The following is a report on the funding scandal that appeared in the Washington Times online.

By Jim McElhatton

HOBOKEN, N.J. | With a rooftop pool and 24-hour concierge service, the new luxury condominiums off Frank Sinatra Drive here seem an unlikely spot in need of a multimillion-dollar federal giveaway.

Yet U.S. taxpayers doled out at least $8 million on a public walkway and park space in front of the Maxwell Place development here overlooking the New York City skyline - an amenity the development touts alongside its entertainment lounge, rooftop hot tub and theater screening room.

But the decision to use tax dollars to fund the walkway project was made after private developers had already agreed in 2003 to pay for it - indeed, it was a key condition for getting the project off the ground, according to public records and interviews.

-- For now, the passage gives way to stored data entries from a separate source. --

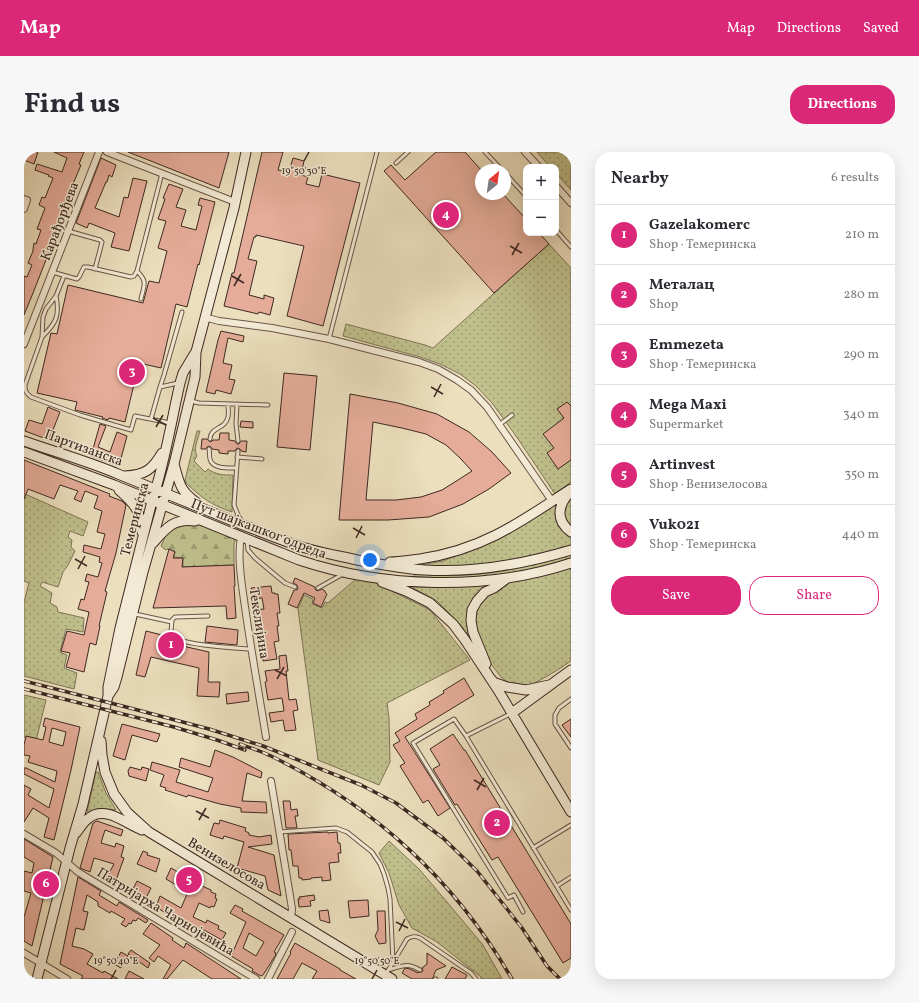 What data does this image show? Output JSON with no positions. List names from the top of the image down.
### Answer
{
  "streets": {
    "main road": [
      "Партизанска",
      "Темеринска",
      "Пут шајкашког одреда",
      "Венизелосова"
    ],
    "street": ["Карађорђева", "Текелијина", "Патријарха Чарнојевића"]
  },
  "crossings": [
    ["Партизанска", "Темеринска"],
    ["Партизанска", "Пут шајкашког одреда"],
    ["Темеринска", "Пут шајкашког одреда"],
    ["Темеринска", "Венизелосова"],
    ["Темеринска", "Патријарха Чарнојевића"],
    ["Пут шајкашког одреда", "Текелијина"]
  ],
  "north": "top right",
  "page": {
    "header": "Map",
    "nav": ["Map", "Directions", "Saved"],
    "title": "Find us",
    "buttons": [
      "Directions",
      ["Save", "Share"]
    ],
    "heading": ["Nearby", "6 results"],
    "map_buttons": ["+", "−"],
    "pins": [
      "4",
      "3",
      "1",
      "2",
      "5",
      "6"
    ],
    "list": [
      {
        "mark": "1",
        "name": "Gazelakomerc",
        "note": "Shop · Темеринска",
        "value": "210 m"
      },
      {
        "mark": "2",
        "name": "Металац",
        "note": "Shop",
        "value": "280 m"
      },
      {
        "mark": "3",
        "name": "Emmezeta",
        "note": "Shop · Темеринска",
        "value": "290 m"
      },
      {
        "mark": "4",
        "name": "Mega Maxi",
        "note": "Supermarket",
        "value": "340 m"
      },
      {
        "mark": "5",
        "name": "Artinvest",
        "note": "Shop · Венизелосова",
        "value": "350 m"
      },
      {
        "mark": "6",
        "name": "Vuk021",
        "note": "Shop · Темеринска",
        "value": "440 m"
      }
    ]
  },
  "coordinates": ["19°50'30\"E", "19°50'40\"E", "19°50'50\"E"]
} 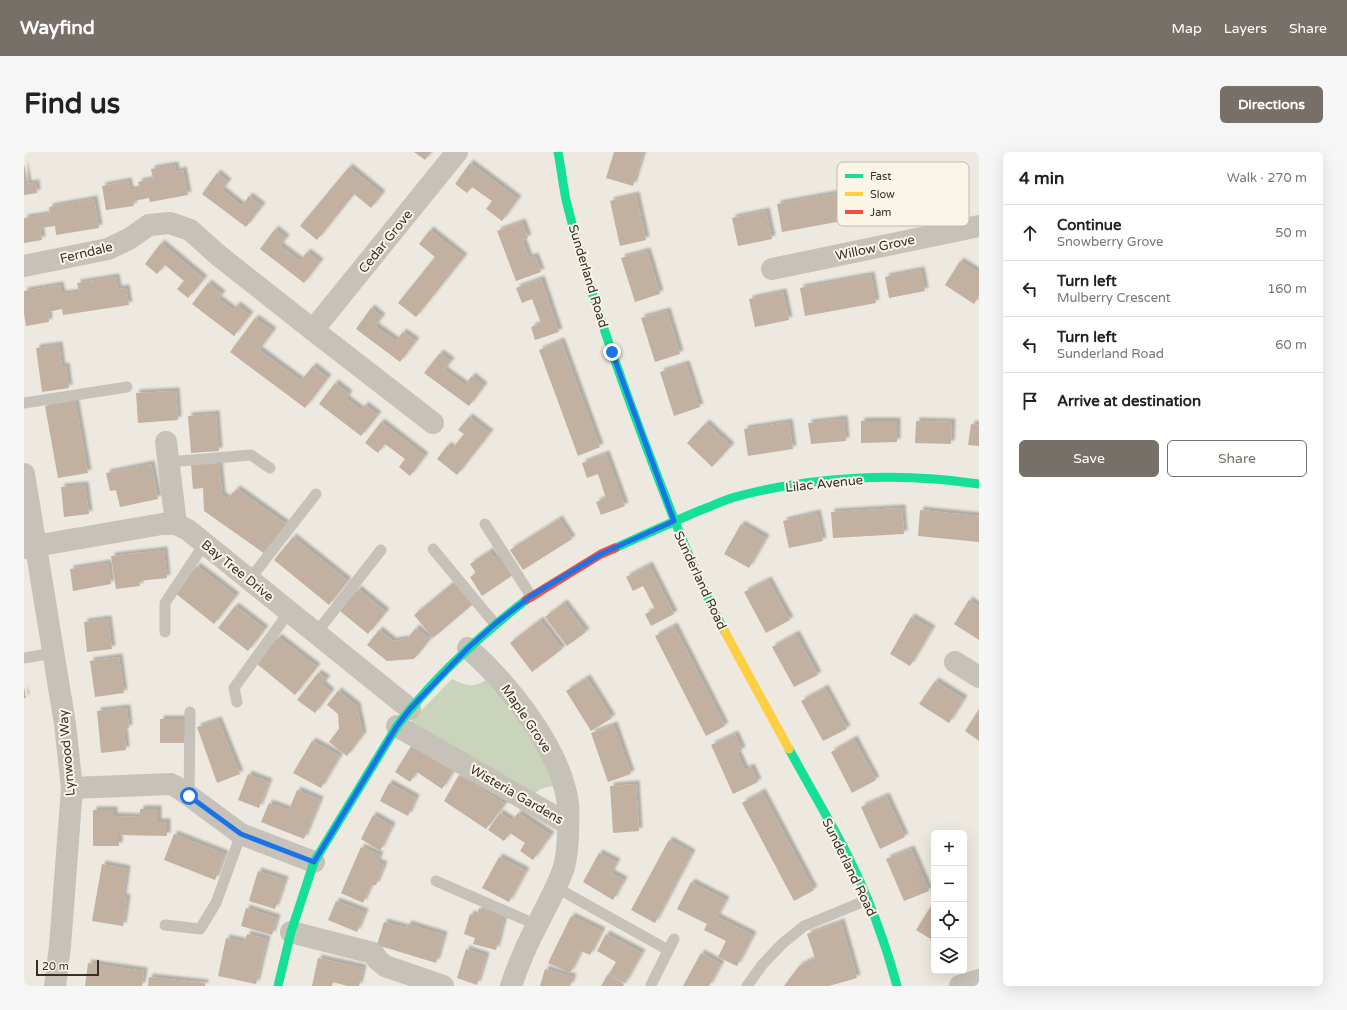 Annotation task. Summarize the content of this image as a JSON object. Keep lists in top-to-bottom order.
{
  "streets": {
    "street": [
      "Cedar Grove",
      "Willow Grove",
      "Ferndale",
      "Sunderland Road",
      "Lilac Avenue",
      "Bay Tree Drive",
      "Maple Grove",
      "Lynwood Way",
      "Wisteria Gardens"
    ]
  },
  "crossings": [
    ["Cedar Grove", "Ferndale"],
    ["Sunderland Road", "Lilac Avenue"],
    ["Lilac Avenue", "Bay Tree Drive"],
    ["Lilac Avenue", "Maple Grove"],
    ["Lilac Avenue", "Wisteria Gardens"],
    ["Bay Tree Drive", "Wisteria Gardens"],
    ["Maple Grove", "Wisteria Gardens"]
  ],
  "legend": ["Fast", "Slow", "Jam"],
  "scale_bar": "20 m",
  "page": {
    "header": "Wayfind",
    "nav": ["Map", "Layers", "Share"],
    "buttons": [
      "Directions",
      ["Save", "Share"]
    ],
    "title": "Find us",
    "heading": ["4 min", "Walk · 270 m"],
    "list": [
      ["Continue", "Snowberry Grove", "50 m"],
      ["Turn left", "Mulberry Crescent", "160 m"],
      ["Turn left", "Sunderland Road", "60 m"],
      "Arrive at destination"
    ],
    "map_buttons": ["+", "−"],
    "scale": "20 m"
  }
}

Still, under the so-called earmarking process, by which Capitol Hill lawmakers slip requests for pet projects into larger spending bills, Sens. Frank R. Lautenberg and Robert Menendez, New Jersey Democrats, later pushed for millions of dollars in federal funding for the project.

In the swamp of federal earmark funding, $8 million isn't a lot. But critics say the project is emblematic of why the earmark process so enrages many taxpayers.

Mr. Lautenberg and Mr. Menendez combined have received approximately $100,000 in campaign donations from executives of past and current developers of the Hoboken project and their employees over the years, federal election records show.

What's more, the developers' lobbyist, whose firm reaped more than $200,000 in lobbying fees, was a longtime senior aide to Mr. Menendez, who was a member of the House when the lawmakers secured funding for the project in 2005.

Neither Mr. Menendez nor Mr. Lautenberg said the donations influenced their decisions. They also said they were unaware that the developer had already agreed to spend millions of its own dollars to complete the walkway.

The public walkway and park were dedicated by city officials last year, and developers, on top of the money from the federal government, separately paid out millions of dollars for the project. But questions persist. Watchdog groups, while noting there was nothing illegal about earmarking federal funds for the project, question the push for taxpayer money if developers already were obligated to foot the bill.

"If it already was going to be done by the private sector, why would we swoop in and pick up the majority of the costs?" said Steve Ellis, vice president of Taxpayers for Common Sense. "That same $8 million could have been used on other worthwhile projects."